Re: Patch: Global Unique Index - Mailing list pgsql-hackers

From Tom Lane
Subject Re: Patch: Global Unique Index
Date
Msg-id 1239139.1669763636@sss.pgh.pa.us
Whole thread Raw
In response to Re: Patch: Global Unique Index  (Greg Stark <stark@mit.edu>)
Responses Re: Patch: Global Unique Index
Re: Patch: Global Unique Index
List pgsql-hackers
Greg Stark <stark@mit.edu> writes:
> If I understand correctly you're going to insert into the local index
> for the partition using the normal btree uniqueness implementation.
> Then while holding an exclusive lock on the index do lookups on every
> partition for the new key. Effectively serializing inserts to the
> table?

... not to mention creating a high probability of deadlocks between
concurrent insertions to different partitions.  If they each
ex-lock their own partition's index before starting to look into
other partitions' indexes, it seems like a certainty that such
cases would fail.  The rule of thumb about locking multiple objects
is that all comers had better do it in the same order, and this
isn't doing that.

That specific issue could perhaps be fixed by having everybody
examine all the indexes in the same order, inserting when you
come to your own partition's index and otherwise just checking
for conflicts.  But that still means serializing insertions
across all the partitions.  And the fact that you need to lock
all the partitions, or even just know what they all are, is
going to play hob with a lot of assumptions we've made about
different partitions being independent, and about what locks
are needed for operations like ALTER TABLE ATTACH PARTITION.

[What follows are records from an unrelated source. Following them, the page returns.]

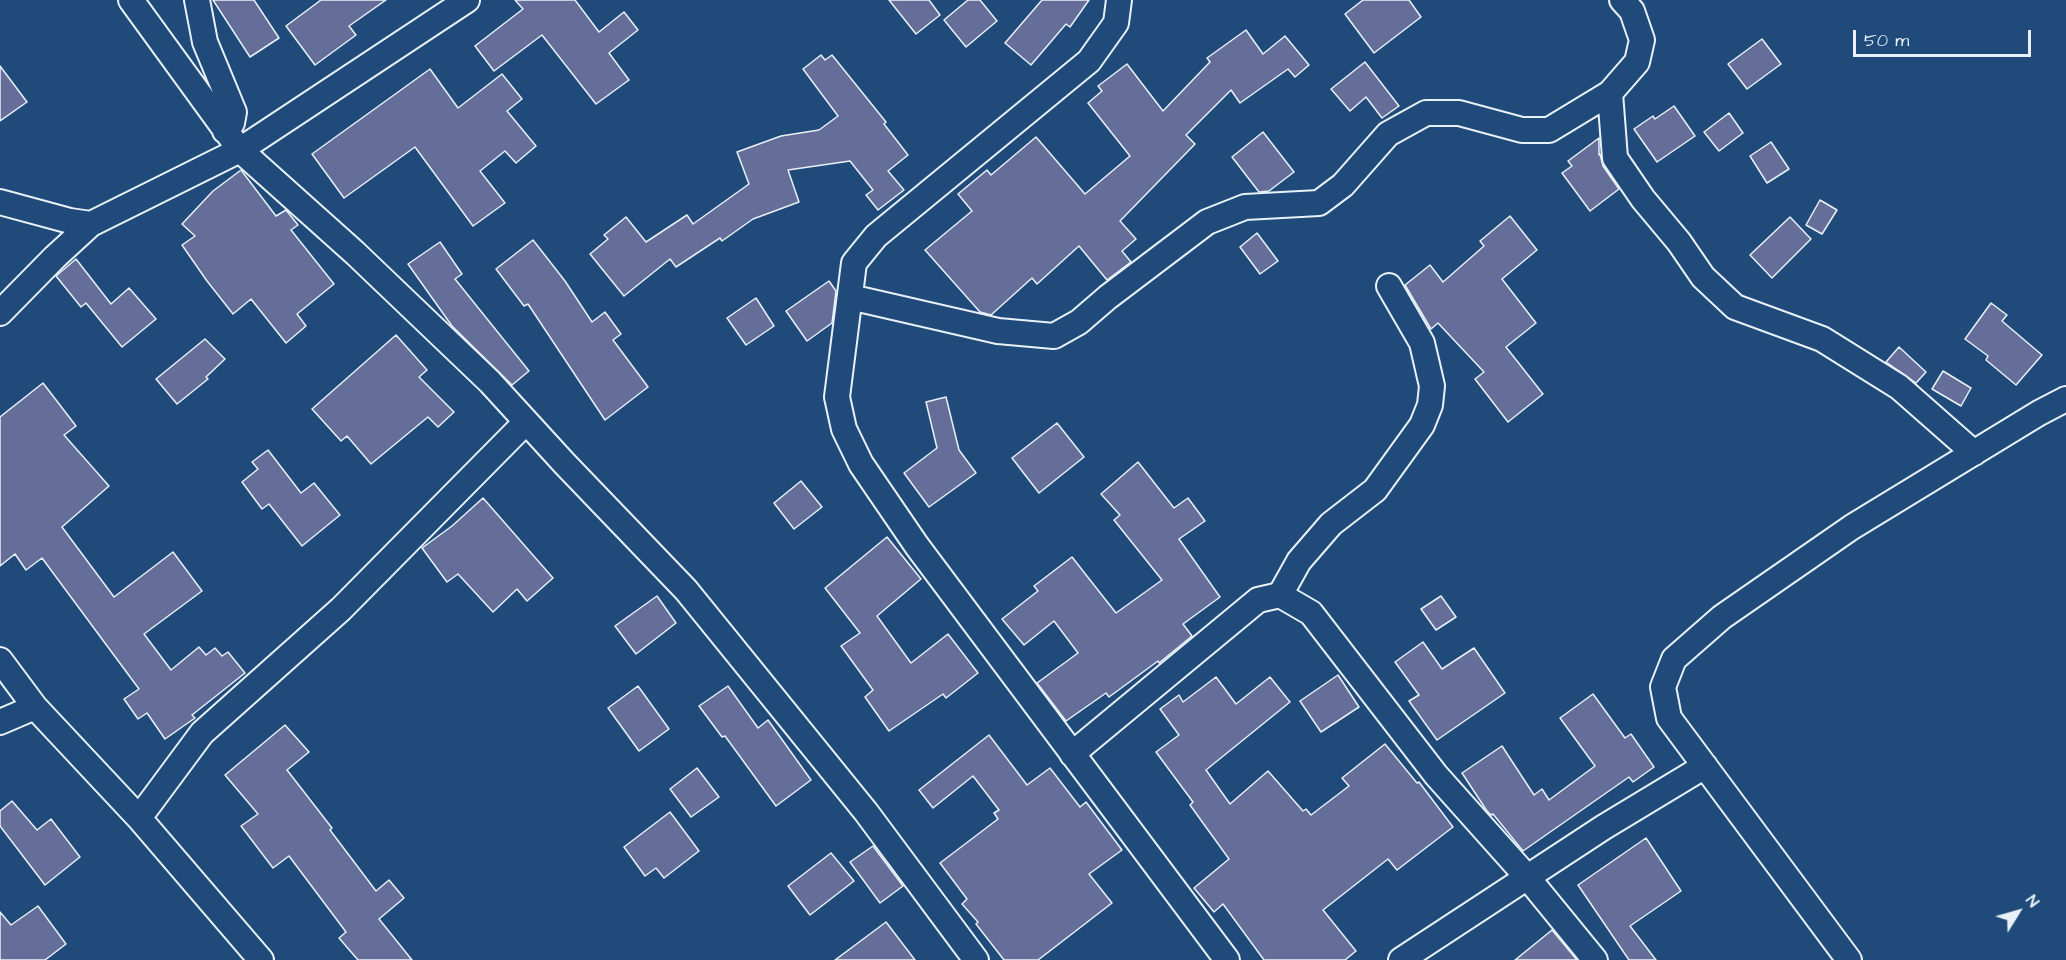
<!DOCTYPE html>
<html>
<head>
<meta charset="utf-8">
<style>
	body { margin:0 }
	#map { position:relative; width:2066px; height:960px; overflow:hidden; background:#1f4a7a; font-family:"Architects Daughter",sans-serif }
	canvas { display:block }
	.north { position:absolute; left:1988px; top:882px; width:60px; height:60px; -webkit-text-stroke:4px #1f4a7a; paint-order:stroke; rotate:53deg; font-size:16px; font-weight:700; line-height:24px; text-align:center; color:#e8f1f8 }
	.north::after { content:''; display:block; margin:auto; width:21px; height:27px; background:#e8f1f8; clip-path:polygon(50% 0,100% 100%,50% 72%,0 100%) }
	.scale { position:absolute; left:1853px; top:30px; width:178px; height:27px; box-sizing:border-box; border:3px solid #e8f1f8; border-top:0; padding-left:8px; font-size:18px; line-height:21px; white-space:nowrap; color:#e8f1f8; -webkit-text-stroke:4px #1f4a7a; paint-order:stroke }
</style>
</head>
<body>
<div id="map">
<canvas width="2066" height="960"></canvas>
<div class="north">N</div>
<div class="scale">50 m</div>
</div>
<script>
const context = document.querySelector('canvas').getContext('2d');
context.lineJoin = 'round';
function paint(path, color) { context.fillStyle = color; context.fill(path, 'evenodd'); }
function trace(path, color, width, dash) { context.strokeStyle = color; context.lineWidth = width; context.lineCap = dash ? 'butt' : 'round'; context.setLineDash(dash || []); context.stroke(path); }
const building = new Path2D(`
	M 213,0 L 254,0 L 279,38 L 250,57 Z
	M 321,0 L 386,0 L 349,26 L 356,35 L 315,65 L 286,26 Z
	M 515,0 L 575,0 L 599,32 L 624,12 L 638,30 L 609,53 L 629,80 L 596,104 L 542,35 L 494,71 L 475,46 L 523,9 Z
	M 889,0 L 929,0 L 940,15 L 916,34 Z
	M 968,0 L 980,0 L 997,21 L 966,47 L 944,20 Z
	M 1042,0 L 1089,0 L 1070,27 L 1066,24 L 1031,65 L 1005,43 Z
	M 1363,0 L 1409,0 L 1421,17 L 1374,53 L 1345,14 Z
	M 1246,30 L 1263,54 L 1285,36 L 1309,65 L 1295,77 L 1288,69 L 1240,103 L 1231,90 L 1186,135 L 1195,144 L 1120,221 L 1136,239 L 1122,251 L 1131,262 L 1107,280 L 1079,246 L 1037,284 L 1032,278 L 991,315 L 980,312 L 925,250 L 972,211 L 958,194 L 987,170 L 991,175 L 1036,137 L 1085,194 L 1130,156 L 1088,103 L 1102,91 L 1098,86 L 1127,64 L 1163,111 L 1210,62 L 1207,58 Z
	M 1762,39 L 1781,64 L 1747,89 L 1728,64 Z
	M 821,55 L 825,60 L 832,55 L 886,122 L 884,124 L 908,155 L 888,171 L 904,190 L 878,210 L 866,195 L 873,190 L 850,161 L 788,170 L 799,202 L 753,219 L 722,241 L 720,238 L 676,267 L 670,259 L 624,296 L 590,254 L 608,239 L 604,235 L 626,217 L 646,242 L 687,215 L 693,224 L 749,184 L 737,152 L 781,136 L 819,130 L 838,116 L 803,69 Z
	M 1365,62 L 1399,106 L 1382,118 L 1366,97 L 1350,111 L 1331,89 Z
	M 0,66 L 27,102 L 0,121 Z
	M 430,69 L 458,108 L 502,74 L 522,99 L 507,111 L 536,146 L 516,163 L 505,151 L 480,171 L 505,203 L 473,226 L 415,147 L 344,198 L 312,154 Z
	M 1674,106 L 1695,136 L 1657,162 L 1634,129 L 1653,116 L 1655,119 Z
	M 1729,113 L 1743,133 L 1719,151 L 1704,132 Z
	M 1263,132 L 1294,172 L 1269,191 L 1259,192 L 1232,157 Z
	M 1599,138 L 1599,155 L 1600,154 L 1603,166 L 1619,189 L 1590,211 L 1562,173 L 1572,166 L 1568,161 Z
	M 1771,142 L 1789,169 L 1767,183 L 1750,156 Z
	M 241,170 L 276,216 L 286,210 L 298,225 L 291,230 L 334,284 L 297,314 L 306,326 L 286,343 L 251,299 L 233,314 L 207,281 L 182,245 L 195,236 L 182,224 L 213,191 Z
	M 1820,200 L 1837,210 L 1822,234 L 1806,225 Z
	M 1510,216 L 1537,250 L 1502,279 L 1536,323 L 1506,347 L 1543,394 L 1508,422 L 1475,379 L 1484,372 L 1438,323 L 1431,329 L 1405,285 L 1430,265 L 1443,282 L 1484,246 L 1480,241 Z
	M 1790,217 L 1811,239 L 1772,278 L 1750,255 Z
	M 1257,233 L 1278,261 L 1260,274 L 1240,247 Z
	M 533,240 L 565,281 L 592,322 L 605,312 L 621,334 L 613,340 L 648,387 L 605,420 L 528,304 L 524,306 L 496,269 Z
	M 440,242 L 462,274 L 455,279 L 529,371 L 512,385 L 452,326 L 408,264 Z
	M 76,259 L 111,304 L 129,288 L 156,319 L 122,347 L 86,303 L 81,307 L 56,276 Z
	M 829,281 L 836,291 L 832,323 L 807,341 L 786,311 Z
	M 756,298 L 774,326 L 746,345 L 727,318 Z
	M 1991,303 L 2007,315 L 2002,321 L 2042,355 L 2016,385 L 1986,360 L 1988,356 L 1965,339 Z
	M 396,335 L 427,370 L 419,377 L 454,412 L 438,427 L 428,417 L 371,464 L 347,436 L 341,441 L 312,409 Z
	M 205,339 L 225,359 L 206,377 L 208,379 L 177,404 L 156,379 Z
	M 1899,347 L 1926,372 L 1916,383 L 1886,362 Z
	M 1943,371 L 1971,388 L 1961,406 L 1932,389 Z
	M 43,383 L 76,426 L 64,435 L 109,486 L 62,527 L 114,597 L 173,552 L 202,591 L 144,634 L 171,670 L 199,647 L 206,655 L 215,648 L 222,656 L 228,652 L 245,673 L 192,715 L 195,718 L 165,739 L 147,713 L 138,719 L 124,699 L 139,689 L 42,558 L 26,570 L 15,554 L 0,566 L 0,417 Z
	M 946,397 L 959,450 L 976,473 L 929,507 L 904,473 L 937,448 L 926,402 Z
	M 1057,423 L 1084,457 L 1039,493 L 1012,458 Z
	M 268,450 L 301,493 L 314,483 L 340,515 L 302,546 L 269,504 L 262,509 L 242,482 L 258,469 L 252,462 Z
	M 1138,462 L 1174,508 L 1188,498 L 1205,521 L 1179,539 L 1220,597 L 1183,624 L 1192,636 L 1159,663 L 1158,661 L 1109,697 L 1106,693 L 1066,721 L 1037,683 L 1078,653 L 1054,621 L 1024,645 L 1002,619 L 1038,591 L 1034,586 L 1072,557 L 1116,613 L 1162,580 L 1114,520 L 1120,515 L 1101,494 Z
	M 801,481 L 822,507 L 794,529 L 774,503 Z
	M 483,498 L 553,578 L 527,601 L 517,589 L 493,612 L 458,574 L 447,582 L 422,548 L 452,526 Z
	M 887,537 L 921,579 L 877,616 L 911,663 L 948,634 L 978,673 L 946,698 L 943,694 L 889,731 L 865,697 L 873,690 L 841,646 L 860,633 L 825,588 Z
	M 657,596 L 676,623 L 636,654 L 615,626 Z
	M 1441,596 L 1456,617 L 1436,630 L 1421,609 Z
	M 1423,642 L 1442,669 L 1474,648 L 1505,693 L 1437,740 L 1409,701 L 1419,695 L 1395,662 Z
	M 1338,675 L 1359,707 L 1321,732 L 1300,701 Z
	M 1216,677 L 1236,704 L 1270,677 L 1290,702 L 1206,770 L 1230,804 L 1268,771 L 1303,811 L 1306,809 L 1311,815 L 1349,786 L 1342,778 L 1385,744 L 1417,783 L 1419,782 L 1453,827 L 1397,870 L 1388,859 L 1323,910 L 1356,951 L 1345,960 L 1264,960 L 1223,904 L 1214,912 L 1194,888 L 1229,859 L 1190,805 L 1193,802 L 1156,752 L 1179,735 L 1160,709 L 1179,695 L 1183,702 Z
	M 638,686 L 669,729 L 639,751 L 608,708 Z
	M 728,686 L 758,728 L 768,720 L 811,780 L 776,806 L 725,736 L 722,737 L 699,706 Z
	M 1593,694 L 1625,738 L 1631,734 L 1654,767 L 1633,782 L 1629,777 L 1523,851 L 1493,814 L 1491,815 L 1487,811 L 1462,773 L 1502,746 L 1534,795 L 1542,789 L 1549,800 L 1595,766 L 1560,718 Z
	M 285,725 L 309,752 L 287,770 L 332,828 L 330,830 L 376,891 L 389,880 L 404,898 L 379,919 L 412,960 L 358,960 L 339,938 L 346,932 L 289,856 L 273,868 L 241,826 L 258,814 L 225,775 Z
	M 989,735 L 1027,785 L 1050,768 L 1080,807 L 1086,802 L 1122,850 L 1089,874 L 1112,903 L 1038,960 L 1004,960 L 976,924 L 978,922 L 962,904 L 967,899 L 940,863 L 998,819 L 994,813 L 999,810 L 973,776 L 933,808 L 919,790 Z
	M 697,768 L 719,797 L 691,817 L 670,789 Z
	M 12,801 L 37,830 L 51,819 L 80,857 L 45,885 L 0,826 L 0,811 Z
	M 670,812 L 699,851 L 664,878 L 656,868 L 645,876 L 624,847 Z
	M 1646,838 L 1681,891 L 1630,926 L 1656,960 L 1629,960 L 1578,885 Z
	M 873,846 L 903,886 L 880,903 L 850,862 Z
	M 831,853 L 854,881 L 810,915 L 788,886 Z
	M 38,906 L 66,944 L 45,960 L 0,960 L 0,912 L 11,925 Z
	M 886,922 L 915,960 L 835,960 Z
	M 1552,930 L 1577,960 L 1515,960 Z`);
const minor = new Path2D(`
	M 131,0 L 240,150 L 355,253 L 490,382 L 565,464 L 686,590 L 866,812 L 976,960
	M 197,0 L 205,42 L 234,112 L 232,123 L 225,131
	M 1119,0 L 1116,23 L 1089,61 L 876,236 L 854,263 L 837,397 L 844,429 L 861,464 L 917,546 L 1227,960
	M 1610,93 L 1615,158 L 1643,199 L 1679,242 L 1703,277 L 1735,307 L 1822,339 L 1899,387 L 1974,453
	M 0,202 L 70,221 L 91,224
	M 850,297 L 998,331 L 1054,336 L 1079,322 L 1108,297 L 1207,222 L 1245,207 L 1319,203 L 1343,185 L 1388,134 L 1426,113 L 1459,113 L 1522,130 L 1549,130 L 1610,93 L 1637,62 L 1642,40 L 1632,11 L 1622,0
	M 0,313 L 55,257 L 91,224 L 240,150 L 467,0
	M 1280,595 L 1299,561 L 1331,524 L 1375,490 L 1422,425 L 1430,405 L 1432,386 L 1422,343 L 1389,286
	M 0,660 L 35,707 L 139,818 L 261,960
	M 0,722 L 35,707
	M 1072,754 L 1258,600 L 1280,595 L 1311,613 L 1436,775 L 1528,878 L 1595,960
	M 139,818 L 202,733 L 341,609 L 526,422
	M 1401,960 L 1604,827 L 1705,766
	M 1849,960 L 1669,718 L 1663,687 L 1674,659 L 1722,617 L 1852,527 L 2039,413 L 2066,399`);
paint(building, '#646e98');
trace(building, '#e8f1f8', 1.5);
trace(minor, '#e8f1f8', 28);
trace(minor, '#1f4a7a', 24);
</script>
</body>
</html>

(I wonder BTW what the game plan is for attaching a partition
to a partitioned table having a global index.  Won't that mean
having to check every row in the new partition against every
one of the existing partitions?  So much for ATTACH being fast.)

I still think this is a dead end that will never get committed.
If folks want to put time into perhaps finding an ingenious
way around these problems, okay; but they'd better realize that
there's a high probability of failure, or at least coming out
with something nobody will want to use.